Source: James E. Gentle, Matrix Algebra Theory..., 2007, p. 151

Given: $x^TAx$ is a quadratic form. $y$ is a vector. $t$ is a scalar.

Evaluate $\frac{\partial x^TAx}{\partial x}$ using the limit.

Here is what I came up with:

$\lim_{t \to 0}\frac{(x+ty)^TA(x+ty)-x^TAx}{t}$

Being pedantic, including this next intermediary step for illustrative purposes (just trying to give more surface area so you can point out any misunderstandings of mine wrt matrix operations, etc.):

$=\lim_{t \to 0}\frac{(x+ty)^T(Ax+Aty)-x^TAx}{t} $ (expand the 2nd and 3rd factors of the numerator first, could have first expanded 1st and 2nd instead)

$=\lim_{t \to 0}\frac{x^TAx+x^TAty+ty^TAx+ty^TAty-x^TAx}{t} $

$=\lim_{t \to 0}\frac{tx^TAy+ty^TAx+t^2y^TAy}{t}$ ($x^TAx-x^TAx$ cancel, $t$'s move to the front of each term.)

$=\lim_{t \to 0}\frac{x^TAy+y^TAx+2ty^TAy}{1} $ ($t$'s cancel)

$=x^TAy+y^TAx $

Update (continuing):

$=y^TA^Tx+y^TAx$ (thanks Christopher A. Wong, I somehow missed this rule.
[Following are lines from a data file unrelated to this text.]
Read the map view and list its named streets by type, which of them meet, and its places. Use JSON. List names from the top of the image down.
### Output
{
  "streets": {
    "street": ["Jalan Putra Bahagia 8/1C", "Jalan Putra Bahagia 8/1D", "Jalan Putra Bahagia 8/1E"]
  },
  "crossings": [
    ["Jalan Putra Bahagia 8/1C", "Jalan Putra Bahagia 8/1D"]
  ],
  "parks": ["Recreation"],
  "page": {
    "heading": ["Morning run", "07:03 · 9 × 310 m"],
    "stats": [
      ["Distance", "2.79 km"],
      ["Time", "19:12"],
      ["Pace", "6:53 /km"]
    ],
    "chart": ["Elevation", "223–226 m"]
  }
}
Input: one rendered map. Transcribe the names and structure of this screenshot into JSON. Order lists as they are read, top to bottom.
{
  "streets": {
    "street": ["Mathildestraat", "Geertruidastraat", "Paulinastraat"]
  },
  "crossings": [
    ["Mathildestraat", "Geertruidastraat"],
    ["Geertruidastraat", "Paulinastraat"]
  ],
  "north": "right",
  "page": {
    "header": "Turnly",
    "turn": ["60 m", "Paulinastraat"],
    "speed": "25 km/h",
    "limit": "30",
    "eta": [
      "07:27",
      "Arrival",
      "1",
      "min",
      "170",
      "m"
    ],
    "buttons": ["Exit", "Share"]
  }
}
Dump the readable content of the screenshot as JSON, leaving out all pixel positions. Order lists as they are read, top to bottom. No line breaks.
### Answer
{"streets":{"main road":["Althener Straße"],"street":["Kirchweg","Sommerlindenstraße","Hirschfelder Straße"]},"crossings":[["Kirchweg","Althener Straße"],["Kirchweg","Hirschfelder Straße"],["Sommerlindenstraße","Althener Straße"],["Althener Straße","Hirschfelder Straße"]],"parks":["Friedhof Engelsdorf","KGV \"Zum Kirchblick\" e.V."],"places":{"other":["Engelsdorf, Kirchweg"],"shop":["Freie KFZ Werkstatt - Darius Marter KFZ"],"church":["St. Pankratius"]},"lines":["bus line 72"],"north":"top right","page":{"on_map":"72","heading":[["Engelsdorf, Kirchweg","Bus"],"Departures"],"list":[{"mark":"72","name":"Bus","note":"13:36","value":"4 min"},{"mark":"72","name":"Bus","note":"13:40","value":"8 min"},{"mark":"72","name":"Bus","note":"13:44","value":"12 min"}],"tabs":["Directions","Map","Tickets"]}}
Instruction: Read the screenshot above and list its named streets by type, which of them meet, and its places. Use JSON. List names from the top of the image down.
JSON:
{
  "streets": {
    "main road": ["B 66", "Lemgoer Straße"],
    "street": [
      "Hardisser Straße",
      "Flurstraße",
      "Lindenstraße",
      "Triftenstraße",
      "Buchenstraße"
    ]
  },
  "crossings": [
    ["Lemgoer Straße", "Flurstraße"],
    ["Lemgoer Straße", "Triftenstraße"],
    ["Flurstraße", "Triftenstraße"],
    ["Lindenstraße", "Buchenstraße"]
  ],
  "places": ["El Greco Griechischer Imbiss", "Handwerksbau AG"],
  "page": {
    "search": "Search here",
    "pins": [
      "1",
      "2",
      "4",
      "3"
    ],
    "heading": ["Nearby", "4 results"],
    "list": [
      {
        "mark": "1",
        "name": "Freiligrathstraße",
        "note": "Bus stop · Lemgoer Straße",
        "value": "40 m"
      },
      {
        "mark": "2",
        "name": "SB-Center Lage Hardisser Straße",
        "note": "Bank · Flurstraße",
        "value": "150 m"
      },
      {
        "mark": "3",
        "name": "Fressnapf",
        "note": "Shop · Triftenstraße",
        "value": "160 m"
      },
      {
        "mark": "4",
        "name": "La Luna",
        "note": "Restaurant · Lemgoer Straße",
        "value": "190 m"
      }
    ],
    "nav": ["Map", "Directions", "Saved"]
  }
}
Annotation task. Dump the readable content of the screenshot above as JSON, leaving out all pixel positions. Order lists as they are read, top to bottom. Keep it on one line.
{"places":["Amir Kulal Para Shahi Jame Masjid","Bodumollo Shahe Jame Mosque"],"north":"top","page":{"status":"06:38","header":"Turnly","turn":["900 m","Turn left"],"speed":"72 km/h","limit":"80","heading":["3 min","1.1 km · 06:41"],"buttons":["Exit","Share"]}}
I should have done a small experiment to work it out.)

$=y^T(A^T+A)x$

The first expansion is supposed to be:

$=\lim_{t \to 0}\frac{x^TAx+ty^TAx+ty^TA^Tx+t^2y^TAy-x^TAx}{t} $

The answer is supposed to be:

$y^T(A+A^T)x$

Question: How to get $y^T(A+A^T)x$ step by step.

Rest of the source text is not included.